AlwaysOn Basic Availability Groups provide a “basic” high availability solution for SQL Server 2016 Standard Edition. The functionality is the same as the traditional (Enterprise Edition) AlwaysOn Availability Groups but there are more limitations:
The most important limitations are:
- Limit of two replicas (primary and secondary)
- No read access on secondary replica
- One database per group
More detailed information can be found here.
I received a lot a questions of customers and on my previous blog post about those limitations and possible configurations; so I wanted to share the top 5 questions in this blog post.
1. Can I create more than 1 availability group?
Yes, you can create more than 1 availability group with SQL Server 2016 Standard Edition. Each group that you create can only contain 1 database. As you can see in the screenshot below, I’ve created as an example 3 availability groups. Each group contains 1 database and I’ve configured for each group a different group listener.
2. Can I use automatic failover?
This is not mentioned in the limitations which means automatic failover is supported.
As you can see in the screenshot below, I’ve configured my availability group with Synchronous commit mode and Failover Mode to Automatic. You can also use Asynchronous commit mode, which is different compared to database mirroring. Of course, asynchronous commit mode doesn’t allow automatic failover.
3. Can I configure more than 2 replicas?
No, you cannot configure more than 2 replicas per availability group. But that doesn’t mean you can’t configure more instances as a replica in different groups. Make sure that the replicas are all part of the same Windows Failover Cluster. As an example, I’ve made a configuration with 3 instances.
Node1 is primary replica for BASIC_AG1 and BASIC_AG3 and it’s secondary replica for BASIC_AG2.
Node 2 is currently not configured as a primary but only as secondary for BASIC_AG1 and BASIC_AG3.
Node 3 is primary replica for BASIC_AG2 and is currently not configured as secondary replica.
As you can see, multiple configurations are possible. But please do keep in mind that technically, you can create these kind of configurations but it will be a nightmare to administer… If it is truly a critical application, I would question how critical it is to not receive the other Enterprise Edition benefits.
4. Does a Basic Availability Group support databases with FILESTREAM?

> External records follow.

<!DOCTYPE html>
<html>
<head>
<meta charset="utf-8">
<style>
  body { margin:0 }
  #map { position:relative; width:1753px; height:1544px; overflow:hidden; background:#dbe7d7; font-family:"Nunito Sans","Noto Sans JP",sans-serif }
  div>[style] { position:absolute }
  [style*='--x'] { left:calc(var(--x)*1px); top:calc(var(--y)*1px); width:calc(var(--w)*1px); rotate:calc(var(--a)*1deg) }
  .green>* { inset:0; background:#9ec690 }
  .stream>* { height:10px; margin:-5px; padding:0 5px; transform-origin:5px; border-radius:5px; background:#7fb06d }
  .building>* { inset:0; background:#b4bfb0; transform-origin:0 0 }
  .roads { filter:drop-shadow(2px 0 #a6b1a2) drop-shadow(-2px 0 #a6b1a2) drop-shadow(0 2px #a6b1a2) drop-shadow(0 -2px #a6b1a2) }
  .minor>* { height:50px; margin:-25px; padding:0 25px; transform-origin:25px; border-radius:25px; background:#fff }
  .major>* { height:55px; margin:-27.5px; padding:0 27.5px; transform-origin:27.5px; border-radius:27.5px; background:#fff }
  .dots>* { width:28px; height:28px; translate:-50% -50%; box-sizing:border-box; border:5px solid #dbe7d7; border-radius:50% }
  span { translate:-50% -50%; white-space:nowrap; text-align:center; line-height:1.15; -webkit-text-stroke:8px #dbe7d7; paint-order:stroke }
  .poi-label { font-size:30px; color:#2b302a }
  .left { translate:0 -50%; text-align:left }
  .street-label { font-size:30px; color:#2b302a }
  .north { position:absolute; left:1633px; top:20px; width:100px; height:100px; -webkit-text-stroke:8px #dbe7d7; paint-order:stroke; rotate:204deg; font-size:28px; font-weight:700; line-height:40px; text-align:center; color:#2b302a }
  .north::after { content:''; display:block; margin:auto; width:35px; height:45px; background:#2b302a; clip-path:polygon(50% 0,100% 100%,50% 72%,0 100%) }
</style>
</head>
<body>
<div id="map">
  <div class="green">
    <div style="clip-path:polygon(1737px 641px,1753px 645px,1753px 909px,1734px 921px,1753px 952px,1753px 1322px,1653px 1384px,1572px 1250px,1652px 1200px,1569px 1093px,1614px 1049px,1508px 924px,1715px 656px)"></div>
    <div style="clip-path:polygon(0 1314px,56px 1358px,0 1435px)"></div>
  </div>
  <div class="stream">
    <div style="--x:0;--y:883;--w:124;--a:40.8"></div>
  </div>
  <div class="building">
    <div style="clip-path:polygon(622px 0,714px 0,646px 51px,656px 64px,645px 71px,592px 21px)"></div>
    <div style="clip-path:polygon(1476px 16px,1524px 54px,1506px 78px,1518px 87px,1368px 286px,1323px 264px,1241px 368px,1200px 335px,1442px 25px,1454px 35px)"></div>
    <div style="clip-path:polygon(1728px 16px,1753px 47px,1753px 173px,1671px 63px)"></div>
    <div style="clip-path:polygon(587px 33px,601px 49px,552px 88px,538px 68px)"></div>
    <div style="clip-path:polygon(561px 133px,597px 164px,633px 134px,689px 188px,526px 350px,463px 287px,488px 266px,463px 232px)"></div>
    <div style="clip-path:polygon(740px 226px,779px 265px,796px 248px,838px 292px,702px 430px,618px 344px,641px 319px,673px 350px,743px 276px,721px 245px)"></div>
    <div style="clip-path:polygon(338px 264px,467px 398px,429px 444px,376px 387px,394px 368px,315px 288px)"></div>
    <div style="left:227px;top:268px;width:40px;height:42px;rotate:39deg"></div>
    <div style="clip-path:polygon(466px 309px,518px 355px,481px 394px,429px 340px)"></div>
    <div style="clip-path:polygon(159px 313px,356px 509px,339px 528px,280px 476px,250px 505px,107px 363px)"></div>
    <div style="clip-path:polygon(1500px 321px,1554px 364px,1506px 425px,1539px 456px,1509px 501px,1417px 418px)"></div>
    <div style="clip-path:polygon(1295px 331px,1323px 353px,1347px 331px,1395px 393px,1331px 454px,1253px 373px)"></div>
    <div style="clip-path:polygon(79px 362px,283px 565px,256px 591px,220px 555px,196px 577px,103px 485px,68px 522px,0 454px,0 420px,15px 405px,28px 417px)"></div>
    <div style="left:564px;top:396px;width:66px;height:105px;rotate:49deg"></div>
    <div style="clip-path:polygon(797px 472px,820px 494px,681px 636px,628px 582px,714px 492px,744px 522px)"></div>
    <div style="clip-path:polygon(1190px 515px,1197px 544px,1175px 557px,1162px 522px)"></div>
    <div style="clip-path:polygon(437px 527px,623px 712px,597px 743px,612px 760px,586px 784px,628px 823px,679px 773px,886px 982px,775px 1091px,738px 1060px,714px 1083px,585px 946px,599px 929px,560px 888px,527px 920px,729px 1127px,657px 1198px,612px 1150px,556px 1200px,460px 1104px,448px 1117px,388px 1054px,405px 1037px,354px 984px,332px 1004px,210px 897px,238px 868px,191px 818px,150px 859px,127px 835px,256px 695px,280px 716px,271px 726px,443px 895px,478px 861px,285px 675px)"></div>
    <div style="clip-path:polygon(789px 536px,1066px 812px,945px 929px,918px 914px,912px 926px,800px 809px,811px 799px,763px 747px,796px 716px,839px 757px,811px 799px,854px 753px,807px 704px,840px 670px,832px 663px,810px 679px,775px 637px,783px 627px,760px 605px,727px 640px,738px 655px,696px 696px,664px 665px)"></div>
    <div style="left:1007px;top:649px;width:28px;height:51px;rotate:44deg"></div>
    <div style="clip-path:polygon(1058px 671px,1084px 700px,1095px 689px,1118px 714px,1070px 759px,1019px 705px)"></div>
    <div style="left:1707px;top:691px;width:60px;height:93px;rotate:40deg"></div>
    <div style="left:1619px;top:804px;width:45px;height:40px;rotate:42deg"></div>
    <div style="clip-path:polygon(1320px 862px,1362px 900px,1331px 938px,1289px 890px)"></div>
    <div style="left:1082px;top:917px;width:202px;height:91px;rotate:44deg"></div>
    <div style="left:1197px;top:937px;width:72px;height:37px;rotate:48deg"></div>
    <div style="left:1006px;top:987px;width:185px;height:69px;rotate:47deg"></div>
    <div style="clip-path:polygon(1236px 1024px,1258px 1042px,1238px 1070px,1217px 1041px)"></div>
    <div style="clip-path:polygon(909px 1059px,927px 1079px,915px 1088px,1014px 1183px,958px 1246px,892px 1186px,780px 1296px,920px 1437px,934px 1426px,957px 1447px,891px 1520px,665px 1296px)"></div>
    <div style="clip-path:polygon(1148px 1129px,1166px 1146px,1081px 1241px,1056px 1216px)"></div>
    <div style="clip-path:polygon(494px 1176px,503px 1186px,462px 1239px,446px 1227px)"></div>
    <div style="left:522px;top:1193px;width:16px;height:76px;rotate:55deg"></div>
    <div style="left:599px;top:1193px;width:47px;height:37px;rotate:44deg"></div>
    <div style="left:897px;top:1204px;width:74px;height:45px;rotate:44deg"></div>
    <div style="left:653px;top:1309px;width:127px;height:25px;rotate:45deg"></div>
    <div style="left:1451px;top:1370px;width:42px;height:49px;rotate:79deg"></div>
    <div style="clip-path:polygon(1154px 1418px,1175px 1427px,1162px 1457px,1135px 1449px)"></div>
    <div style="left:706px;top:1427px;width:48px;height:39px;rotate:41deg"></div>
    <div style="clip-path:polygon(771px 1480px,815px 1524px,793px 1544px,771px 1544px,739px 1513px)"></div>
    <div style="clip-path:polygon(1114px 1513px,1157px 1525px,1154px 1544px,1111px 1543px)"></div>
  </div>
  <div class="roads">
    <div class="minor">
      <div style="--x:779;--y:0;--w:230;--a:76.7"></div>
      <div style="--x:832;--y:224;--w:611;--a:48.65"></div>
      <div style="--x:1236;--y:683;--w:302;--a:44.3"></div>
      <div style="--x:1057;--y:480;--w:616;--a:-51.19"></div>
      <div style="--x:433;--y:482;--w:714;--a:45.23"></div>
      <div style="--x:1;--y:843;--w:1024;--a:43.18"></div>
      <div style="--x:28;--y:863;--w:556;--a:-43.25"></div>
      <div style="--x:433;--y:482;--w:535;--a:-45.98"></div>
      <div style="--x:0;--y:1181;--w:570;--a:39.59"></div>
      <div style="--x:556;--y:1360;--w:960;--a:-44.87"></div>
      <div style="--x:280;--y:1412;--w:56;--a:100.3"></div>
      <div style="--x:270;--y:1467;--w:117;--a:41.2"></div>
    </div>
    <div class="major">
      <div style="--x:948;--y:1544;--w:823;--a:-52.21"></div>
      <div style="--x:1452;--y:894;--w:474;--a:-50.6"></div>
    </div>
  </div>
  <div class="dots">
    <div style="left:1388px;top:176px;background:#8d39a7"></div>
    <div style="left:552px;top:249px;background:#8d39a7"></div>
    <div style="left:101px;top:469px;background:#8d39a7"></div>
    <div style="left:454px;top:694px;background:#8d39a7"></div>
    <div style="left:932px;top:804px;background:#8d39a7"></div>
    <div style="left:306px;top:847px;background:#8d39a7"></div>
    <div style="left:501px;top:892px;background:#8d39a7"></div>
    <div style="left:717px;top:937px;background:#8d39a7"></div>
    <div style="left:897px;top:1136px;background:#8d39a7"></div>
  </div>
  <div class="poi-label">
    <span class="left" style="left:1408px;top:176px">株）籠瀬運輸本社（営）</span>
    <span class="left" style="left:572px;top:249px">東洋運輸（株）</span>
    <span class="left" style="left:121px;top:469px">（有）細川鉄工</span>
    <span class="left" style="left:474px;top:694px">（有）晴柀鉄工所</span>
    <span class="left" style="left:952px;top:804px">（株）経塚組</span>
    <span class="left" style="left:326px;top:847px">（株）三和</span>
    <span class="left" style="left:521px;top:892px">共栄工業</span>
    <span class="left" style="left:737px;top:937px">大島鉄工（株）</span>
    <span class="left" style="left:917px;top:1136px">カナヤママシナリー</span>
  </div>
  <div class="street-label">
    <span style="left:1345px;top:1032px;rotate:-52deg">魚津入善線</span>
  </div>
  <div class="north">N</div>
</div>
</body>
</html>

Since this is not mentioned in the limitations of Basic AGs, I consider this as supported. In my test environment, I’m using the new test database WideWorldImporters which is actually using FILESTREAM because it’s using In-Memory OLTP tables. More information on FILESTREAM and FileTable with AlwaysOn Availability Groups can be found here.
5. Can I have SQL FCI as a replica?
Basic Availability Groups are limited to 2 replicas, 1 primary and 1 secondary. A replica is an instance of SQL Server. So, it doesn’t matter if your instance is clustered. This means that 1 or both of the replicas can be a failover cluster instance in a Basic Availability Group. The only thing that you have to be aware of is that Automatic Failover will not work in this case as this is handled by the FCI. But that’s the same behavior as in Enterprise Edition. In my example, I’ve created 1 FCI SQL\INST which is currently my primary and 1 stand-alone secondary. And as you can see, it works like a charm.

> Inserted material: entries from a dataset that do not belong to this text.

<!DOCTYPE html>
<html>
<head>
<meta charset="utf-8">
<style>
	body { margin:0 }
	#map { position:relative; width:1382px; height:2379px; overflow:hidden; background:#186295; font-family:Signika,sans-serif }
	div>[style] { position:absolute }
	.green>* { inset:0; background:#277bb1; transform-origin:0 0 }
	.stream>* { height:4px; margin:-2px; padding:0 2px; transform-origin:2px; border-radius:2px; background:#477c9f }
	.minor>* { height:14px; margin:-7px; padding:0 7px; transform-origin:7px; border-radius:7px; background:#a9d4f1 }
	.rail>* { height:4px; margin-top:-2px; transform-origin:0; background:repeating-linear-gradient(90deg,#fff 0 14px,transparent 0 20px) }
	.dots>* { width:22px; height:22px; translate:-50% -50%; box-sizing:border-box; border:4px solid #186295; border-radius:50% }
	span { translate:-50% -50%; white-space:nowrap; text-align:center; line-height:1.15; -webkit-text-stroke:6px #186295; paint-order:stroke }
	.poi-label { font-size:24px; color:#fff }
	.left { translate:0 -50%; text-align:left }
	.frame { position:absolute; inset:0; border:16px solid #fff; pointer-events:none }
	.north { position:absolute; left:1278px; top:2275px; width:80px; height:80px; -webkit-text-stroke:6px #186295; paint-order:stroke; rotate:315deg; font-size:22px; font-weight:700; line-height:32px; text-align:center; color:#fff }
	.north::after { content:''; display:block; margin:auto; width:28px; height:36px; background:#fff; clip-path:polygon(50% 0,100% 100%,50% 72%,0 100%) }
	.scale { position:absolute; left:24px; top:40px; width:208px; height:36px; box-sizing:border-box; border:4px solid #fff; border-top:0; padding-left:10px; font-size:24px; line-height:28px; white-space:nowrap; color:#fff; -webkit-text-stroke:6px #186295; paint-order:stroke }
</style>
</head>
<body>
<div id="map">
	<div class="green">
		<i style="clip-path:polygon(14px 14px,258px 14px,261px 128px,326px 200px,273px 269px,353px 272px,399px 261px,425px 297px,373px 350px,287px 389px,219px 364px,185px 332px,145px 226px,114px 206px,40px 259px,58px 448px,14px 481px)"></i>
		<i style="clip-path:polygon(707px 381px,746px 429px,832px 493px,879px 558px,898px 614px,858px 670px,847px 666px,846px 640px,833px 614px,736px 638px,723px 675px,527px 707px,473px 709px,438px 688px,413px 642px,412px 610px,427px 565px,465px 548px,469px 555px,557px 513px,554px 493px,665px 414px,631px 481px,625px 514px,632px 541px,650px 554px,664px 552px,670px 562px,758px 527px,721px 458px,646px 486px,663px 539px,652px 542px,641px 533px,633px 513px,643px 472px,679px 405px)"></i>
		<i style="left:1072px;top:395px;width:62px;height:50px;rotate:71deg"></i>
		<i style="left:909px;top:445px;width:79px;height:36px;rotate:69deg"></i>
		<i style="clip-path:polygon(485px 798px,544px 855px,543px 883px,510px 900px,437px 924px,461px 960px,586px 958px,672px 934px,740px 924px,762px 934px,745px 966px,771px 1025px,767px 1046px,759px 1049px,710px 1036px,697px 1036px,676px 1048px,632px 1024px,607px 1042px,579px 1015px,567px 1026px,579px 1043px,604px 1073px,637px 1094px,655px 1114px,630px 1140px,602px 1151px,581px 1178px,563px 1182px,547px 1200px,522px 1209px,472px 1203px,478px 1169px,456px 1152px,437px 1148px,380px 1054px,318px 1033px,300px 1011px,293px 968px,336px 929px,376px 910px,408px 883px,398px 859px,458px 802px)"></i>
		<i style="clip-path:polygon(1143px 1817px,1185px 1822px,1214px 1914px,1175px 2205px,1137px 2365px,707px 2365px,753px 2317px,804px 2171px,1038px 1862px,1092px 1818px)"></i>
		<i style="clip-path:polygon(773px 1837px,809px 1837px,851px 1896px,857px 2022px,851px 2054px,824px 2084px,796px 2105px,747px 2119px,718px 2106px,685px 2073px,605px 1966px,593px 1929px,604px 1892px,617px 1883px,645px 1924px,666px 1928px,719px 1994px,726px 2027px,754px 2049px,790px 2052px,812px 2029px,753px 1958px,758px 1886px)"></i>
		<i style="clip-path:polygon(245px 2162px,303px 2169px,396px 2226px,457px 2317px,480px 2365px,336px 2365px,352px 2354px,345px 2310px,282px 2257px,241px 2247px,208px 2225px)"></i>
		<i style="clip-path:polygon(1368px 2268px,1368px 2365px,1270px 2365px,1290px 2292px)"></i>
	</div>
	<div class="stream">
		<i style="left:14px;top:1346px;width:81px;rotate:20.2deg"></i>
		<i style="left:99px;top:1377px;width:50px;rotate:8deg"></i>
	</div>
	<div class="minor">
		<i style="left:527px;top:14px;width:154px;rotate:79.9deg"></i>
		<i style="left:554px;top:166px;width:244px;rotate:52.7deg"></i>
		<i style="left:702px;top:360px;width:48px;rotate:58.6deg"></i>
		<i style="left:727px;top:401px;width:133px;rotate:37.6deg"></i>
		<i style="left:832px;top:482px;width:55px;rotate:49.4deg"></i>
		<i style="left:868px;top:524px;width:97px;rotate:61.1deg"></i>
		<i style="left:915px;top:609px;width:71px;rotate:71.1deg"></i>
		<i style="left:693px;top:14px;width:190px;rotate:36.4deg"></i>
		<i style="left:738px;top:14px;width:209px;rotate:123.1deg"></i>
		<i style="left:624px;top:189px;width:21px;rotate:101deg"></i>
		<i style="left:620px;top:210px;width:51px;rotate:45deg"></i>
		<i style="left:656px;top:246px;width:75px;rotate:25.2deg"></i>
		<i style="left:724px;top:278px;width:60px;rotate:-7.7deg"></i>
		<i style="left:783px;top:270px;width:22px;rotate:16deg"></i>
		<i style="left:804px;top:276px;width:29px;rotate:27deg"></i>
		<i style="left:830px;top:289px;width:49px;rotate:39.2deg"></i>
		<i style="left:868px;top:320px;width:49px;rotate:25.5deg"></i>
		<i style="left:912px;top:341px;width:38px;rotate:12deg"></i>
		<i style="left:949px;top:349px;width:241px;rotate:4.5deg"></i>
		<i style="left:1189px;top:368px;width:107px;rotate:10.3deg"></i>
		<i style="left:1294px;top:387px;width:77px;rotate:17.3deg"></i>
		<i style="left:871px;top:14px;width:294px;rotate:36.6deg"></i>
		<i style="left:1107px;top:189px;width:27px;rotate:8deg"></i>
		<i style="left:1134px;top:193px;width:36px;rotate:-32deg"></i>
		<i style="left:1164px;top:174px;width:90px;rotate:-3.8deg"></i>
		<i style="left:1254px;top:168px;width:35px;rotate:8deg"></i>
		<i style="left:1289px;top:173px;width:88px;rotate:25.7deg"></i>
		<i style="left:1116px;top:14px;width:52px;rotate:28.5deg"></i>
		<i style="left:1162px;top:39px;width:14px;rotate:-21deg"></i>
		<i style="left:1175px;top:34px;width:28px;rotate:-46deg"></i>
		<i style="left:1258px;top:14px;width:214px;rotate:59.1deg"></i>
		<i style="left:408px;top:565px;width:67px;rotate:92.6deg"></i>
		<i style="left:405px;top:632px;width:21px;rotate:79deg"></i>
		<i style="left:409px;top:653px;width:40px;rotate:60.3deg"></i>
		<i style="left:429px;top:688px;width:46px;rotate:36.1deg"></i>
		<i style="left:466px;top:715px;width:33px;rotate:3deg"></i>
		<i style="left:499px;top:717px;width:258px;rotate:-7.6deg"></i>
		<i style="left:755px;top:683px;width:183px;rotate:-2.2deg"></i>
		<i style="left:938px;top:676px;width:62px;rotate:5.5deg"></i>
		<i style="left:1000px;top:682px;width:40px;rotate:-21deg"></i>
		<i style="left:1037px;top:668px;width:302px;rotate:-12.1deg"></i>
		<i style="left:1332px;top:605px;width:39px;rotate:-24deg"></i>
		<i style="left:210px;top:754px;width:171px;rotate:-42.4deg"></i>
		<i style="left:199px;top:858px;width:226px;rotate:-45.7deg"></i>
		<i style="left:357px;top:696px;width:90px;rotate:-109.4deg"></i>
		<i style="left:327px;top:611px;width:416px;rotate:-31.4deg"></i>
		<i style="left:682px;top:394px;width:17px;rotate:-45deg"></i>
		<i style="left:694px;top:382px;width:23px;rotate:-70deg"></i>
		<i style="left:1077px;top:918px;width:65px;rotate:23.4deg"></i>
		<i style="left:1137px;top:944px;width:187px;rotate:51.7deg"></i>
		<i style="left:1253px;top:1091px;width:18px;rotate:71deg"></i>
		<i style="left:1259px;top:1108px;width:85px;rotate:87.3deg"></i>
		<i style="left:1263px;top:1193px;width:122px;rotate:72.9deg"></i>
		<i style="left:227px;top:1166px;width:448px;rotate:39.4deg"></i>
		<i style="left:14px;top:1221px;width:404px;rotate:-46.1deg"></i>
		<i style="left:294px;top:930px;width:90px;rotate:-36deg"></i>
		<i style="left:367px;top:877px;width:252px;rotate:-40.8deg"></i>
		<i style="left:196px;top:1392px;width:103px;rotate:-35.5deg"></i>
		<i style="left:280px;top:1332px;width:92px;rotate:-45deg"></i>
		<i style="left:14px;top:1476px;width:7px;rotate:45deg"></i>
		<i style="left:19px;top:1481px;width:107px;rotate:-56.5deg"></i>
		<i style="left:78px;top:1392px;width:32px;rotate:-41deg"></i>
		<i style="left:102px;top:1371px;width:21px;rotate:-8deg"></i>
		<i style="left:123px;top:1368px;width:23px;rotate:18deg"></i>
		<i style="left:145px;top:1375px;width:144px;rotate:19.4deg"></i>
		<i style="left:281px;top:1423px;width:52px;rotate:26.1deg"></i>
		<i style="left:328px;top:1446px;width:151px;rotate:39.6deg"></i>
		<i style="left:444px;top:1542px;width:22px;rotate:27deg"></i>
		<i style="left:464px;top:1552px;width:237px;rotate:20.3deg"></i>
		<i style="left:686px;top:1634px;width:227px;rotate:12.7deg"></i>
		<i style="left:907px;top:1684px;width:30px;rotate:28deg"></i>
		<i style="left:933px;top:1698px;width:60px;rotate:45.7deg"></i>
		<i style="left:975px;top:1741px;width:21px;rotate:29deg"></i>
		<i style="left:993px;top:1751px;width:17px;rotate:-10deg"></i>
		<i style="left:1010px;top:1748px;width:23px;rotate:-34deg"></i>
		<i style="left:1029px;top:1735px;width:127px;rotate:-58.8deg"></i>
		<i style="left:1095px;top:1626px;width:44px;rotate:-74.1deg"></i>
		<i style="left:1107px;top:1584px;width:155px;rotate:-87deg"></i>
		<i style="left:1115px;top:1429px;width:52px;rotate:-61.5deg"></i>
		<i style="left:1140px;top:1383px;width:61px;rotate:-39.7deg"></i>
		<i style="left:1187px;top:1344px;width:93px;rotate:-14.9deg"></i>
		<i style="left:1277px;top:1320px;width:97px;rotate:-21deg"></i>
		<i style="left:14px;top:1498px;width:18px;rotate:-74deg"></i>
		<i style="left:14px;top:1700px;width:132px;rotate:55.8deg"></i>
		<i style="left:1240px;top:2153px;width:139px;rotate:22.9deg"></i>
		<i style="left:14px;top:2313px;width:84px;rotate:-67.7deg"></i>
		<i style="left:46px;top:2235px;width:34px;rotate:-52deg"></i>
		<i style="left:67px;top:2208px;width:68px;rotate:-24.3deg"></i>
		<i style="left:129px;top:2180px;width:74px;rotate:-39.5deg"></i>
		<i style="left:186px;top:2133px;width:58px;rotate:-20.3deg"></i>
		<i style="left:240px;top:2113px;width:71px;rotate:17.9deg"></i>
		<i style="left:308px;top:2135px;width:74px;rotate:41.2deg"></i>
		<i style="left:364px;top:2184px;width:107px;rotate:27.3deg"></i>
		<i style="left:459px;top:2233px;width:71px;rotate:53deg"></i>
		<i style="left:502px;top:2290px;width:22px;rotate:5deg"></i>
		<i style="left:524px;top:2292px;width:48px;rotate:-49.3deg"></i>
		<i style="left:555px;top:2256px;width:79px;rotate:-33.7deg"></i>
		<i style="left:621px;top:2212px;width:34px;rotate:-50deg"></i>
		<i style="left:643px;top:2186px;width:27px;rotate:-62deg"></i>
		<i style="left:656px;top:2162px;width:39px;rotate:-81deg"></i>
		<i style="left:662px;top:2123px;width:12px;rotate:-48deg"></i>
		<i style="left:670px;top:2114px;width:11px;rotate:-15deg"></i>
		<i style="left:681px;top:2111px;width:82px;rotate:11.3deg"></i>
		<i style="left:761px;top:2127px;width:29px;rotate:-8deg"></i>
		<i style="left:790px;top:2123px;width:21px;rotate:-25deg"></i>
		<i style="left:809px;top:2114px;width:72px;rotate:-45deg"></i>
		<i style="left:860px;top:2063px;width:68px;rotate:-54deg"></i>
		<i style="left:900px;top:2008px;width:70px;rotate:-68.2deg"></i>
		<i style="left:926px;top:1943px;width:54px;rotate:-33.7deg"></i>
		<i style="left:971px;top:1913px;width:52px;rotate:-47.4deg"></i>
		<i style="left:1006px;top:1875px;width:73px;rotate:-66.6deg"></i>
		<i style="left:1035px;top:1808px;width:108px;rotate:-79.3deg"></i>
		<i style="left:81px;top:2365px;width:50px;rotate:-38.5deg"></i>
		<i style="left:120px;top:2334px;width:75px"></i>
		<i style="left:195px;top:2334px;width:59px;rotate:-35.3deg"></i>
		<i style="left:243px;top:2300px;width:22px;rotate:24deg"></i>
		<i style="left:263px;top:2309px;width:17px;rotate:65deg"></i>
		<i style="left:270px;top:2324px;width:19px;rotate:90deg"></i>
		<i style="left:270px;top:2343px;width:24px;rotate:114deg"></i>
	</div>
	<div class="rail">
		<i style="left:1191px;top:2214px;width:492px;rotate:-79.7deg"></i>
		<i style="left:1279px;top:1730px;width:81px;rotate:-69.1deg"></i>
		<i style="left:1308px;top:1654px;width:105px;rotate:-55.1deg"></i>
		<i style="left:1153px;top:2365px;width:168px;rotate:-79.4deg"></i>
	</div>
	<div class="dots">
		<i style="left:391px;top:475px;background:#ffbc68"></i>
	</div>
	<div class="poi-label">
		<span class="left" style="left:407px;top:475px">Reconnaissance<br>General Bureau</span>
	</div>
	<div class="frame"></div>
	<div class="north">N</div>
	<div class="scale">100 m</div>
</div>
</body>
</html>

6. Do I need a listener for each group?
If you have multiple databases on you instance and each database is part of 1 single group, do you need to create a group listener for each group.
The short answer is "you don't". If you create a single listener on 1 group, you can use it for other database that are part of another group.
In the example below, you can see I have only 1 listener but 3 groups. The salesdb is not part of the group where the listener is configure but I can still access the database.
Of course, there is a drawback on this. As soon as the group BASIC_AG1 does a failover, the salesdb will not be accessible anymore because the listener is now pointing to another replica. To avoid this "split" situation you can manually failover the other groups to the other replica as well or you should create a group listener on each group.
7. Can I take a snapshot of the database that is running on the secondary replica?
Yes, the snapshot works on the secondary replica. This behavior is the same when you should have used database mirroring in the past. You could also take a snapshot of the mirrored database.
If you should have any other questions about Basic Availability Groups, please let me know. I’m happy to test it and figure it out.